Silicon Valley and its zillions of successes make it near impossible to catch. Worse, the catalyst that gave birth to the valley is one that nobody should want…World War II. Back then, Stanford Engineering provost Frederick Terman literally kicked all the PhD’s out of the classroom to help electronics companies build technologies to help win the war.

Terman’s start fostered thousands of great companies and made the Valley what it is today. 

What keeps the rest of the world from imitating or “catching” the Valley? In my travels, I see a consistent pattern: not enough mentors, immature marketing talent, and—of course—far too few investors willing to risk their money on early stage small business companies.

Mentors 

In my view, is the biggest challenge I’ve seen, from Bulgaria to Bogota, from Moscow to Milan. 

There are far too few startup founders and successes serving as role models.  It’s hard to walk down University Avenue in Palo Alto, for example, without literally bumping into a handful of successful founders or early employees who’ve enjoyed the thrills, rewards, and learning that comes with building a great company. 

Startup founders, regardless of age, can’t possibly know enough to turn even a great product idea into a successful, sustainable company.

Nobody told this story better than Steve Jobs himself, who at age 13 simply looked up Bill Hewlett’s home number in the Palo Alto phone book and reportedly got back scores of hours of mentoring—and more—with no compensation or equity…just by asking for wisdom from a highly-qualified mentor. 

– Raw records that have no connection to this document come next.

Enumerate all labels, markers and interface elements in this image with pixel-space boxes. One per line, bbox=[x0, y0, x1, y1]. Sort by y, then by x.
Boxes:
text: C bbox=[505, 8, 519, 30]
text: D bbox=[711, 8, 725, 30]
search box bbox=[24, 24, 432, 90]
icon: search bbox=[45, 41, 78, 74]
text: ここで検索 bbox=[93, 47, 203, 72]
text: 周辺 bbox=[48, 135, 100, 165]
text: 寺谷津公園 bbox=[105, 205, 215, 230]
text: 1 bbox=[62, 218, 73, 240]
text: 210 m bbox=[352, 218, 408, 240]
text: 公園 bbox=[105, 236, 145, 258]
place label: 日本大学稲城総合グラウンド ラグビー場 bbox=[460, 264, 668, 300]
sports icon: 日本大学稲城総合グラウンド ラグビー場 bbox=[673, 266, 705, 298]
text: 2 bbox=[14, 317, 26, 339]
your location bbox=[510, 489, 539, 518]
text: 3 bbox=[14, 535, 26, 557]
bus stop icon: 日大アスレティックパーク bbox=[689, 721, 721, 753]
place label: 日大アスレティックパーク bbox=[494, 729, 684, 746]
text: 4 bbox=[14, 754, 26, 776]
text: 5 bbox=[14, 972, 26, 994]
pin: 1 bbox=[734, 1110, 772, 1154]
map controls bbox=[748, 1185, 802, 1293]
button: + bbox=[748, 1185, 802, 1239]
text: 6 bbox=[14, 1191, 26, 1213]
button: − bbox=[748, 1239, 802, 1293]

Quoting Jobs, the famous Walter Isaacson biography says, “…and he picked up the phone, and I talked to him and I asked him if he’d give me some spare parts for something I was building….and he did. But in addition to that, he gave me something way more important, he gave me a job that summer … at Hewlett-Packard.”

There aren’t enough Bill Hewlett’s in the world to provide coaching, guidance and experience, whether for compensation or not.

And far too many of the coaches and “mentors” I’ve met are either peddling consulting services, looking for dirt-cheap startup deals, or just want to tell stories of how they built their somewhat irrelevant old world businesses. The most successful startup folks in emerging markets are just too darn busy building their companies, and don’t have the time or inclination to “pay it forward” to the next generation. 

Great startup mentors like Apple’s Bill Campbell, Broadvision’s Pehong Chen, and my co-author Steve Blank, are generous, treasured resources in the Valley.

The rest of the startup world needs more of them, should cherish and applaud them, and—if all else fails—should motivate them to share through startup economics.